Stobart’s real estate deal draws criticism from Pirc
INSTITUTIONAL investor group Pirc has criticised transport firm Stobart’s plan to buy up property from a company controlled by its own directors.
Pirc said shareholders should abstain from a binding vote on the deal, due on 13 February, as it presents a conflict of interest, and questions remain about how Stobart will tackle the debt it takes on as part of the sale.
Stobart announced two weeks ago that it plans to buy 18 properties from WA Developments for £12.35m plus £88.85m of debt.
WA Developments and its subsidiary WADI Properties is controlled by two Stobart directors: chief executive Andrew Tinkler and chief operating officer William Stobart.

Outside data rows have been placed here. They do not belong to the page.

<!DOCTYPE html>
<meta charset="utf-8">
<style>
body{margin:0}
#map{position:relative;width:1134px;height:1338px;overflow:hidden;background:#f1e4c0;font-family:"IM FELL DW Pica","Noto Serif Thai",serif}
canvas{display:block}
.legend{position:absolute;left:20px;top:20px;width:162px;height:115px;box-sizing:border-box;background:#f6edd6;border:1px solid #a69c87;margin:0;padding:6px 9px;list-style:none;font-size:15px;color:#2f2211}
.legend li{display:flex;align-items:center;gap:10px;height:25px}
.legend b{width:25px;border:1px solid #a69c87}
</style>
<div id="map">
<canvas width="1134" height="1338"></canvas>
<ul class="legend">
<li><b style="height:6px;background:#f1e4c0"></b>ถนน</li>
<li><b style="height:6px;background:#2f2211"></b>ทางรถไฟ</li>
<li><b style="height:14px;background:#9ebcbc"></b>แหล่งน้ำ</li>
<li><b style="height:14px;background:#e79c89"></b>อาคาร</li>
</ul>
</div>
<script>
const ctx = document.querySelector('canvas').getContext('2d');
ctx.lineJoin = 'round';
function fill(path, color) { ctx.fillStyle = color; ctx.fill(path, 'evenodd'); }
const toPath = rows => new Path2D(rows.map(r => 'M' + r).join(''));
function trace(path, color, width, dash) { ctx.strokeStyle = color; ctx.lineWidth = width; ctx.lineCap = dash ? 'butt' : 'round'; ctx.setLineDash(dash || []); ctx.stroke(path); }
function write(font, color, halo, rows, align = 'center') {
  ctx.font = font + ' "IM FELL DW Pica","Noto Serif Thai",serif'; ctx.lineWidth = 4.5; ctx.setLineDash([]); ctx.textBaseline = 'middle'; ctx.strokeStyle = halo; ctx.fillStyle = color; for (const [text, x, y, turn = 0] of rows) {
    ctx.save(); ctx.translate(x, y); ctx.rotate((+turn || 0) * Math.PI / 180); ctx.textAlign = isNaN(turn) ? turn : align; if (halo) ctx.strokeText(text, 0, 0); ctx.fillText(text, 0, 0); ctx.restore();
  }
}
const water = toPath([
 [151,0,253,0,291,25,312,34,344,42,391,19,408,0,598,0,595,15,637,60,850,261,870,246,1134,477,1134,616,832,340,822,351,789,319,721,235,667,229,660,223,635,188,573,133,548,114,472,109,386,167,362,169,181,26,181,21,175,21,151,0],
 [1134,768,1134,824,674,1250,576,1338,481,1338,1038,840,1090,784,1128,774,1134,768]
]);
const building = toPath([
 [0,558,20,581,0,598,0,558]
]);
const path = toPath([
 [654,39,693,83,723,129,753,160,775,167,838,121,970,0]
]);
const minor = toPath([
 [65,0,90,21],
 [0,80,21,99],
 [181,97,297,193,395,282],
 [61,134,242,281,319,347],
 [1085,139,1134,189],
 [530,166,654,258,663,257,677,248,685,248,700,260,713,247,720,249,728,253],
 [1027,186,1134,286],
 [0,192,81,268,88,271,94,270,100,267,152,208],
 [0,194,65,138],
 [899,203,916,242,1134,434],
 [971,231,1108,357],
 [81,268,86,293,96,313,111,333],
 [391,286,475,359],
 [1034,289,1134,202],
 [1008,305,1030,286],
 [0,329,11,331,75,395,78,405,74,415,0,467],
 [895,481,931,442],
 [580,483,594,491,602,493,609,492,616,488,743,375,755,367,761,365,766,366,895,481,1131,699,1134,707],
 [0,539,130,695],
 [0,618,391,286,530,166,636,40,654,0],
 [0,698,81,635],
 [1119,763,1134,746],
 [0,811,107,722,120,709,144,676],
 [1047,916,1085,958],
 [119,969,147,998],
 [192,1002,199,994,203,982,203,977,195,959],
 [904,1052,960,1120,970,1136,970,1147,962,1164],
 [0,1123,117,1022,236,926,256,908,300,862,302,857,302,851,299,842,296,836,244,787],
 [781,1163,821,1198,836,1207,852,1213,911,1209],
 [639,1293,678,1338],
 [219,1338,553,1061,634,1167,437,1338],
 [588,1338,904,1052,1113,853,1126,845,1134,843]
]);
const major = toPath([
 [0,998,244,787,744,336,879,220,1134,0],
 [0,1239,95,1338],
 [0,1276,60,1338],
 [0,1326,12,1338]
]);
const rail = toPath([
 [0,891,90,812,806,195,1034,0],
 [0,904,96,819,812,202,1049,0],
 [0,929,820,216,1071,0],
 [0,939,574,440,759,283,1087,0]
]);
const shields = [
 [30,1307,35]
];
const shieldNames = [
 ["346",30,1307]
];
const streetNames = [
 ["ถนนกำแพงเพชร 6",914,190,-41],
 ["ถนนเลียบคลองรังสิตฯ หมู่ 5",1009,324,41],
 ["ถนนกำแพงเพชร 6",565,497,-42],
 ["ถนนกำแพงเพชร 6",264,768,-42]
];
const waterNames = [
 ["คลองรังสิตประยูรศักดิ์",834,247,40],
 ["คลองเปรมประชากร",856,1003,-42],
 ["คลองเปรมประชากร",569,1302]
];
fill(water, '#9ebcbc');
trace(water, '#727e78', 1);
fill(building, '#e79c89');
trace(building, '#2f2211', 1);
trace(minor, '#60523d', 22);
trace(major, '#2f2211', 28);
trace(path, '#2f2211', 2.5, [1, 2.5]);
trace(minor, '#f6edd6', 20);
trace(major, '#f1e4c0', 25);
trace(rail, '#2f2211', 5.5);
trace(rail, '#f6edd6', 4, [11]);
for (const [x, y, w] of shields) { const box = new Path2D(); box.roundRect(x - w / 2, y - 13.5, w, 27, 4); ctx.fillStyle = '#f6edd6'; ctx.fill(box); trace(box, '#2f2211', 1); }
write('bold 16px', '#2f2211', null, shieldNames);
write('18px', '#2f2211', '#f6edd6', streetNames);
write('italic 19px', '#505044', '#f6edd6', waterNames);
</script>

Pirc points out that Stobart is paying more than the total independent valuation of £93.5m, and that “the independent directors have provided no basis to their conclusion that the acquisition had a fair price”.
The portfolio is a mix of industrial, commercial, retail and residential properties located mostly in the south east of England.
WA Developments and its subsidiary WADI Properties is controlled by two Stobart directors: chief executive Andrew Tinkler and chief operating officer William Stobart. The firms share two other directors.
Stobart’s independent directors said at the time that, on the advice of Investec, they considered the deal to be in the interests of shareholders.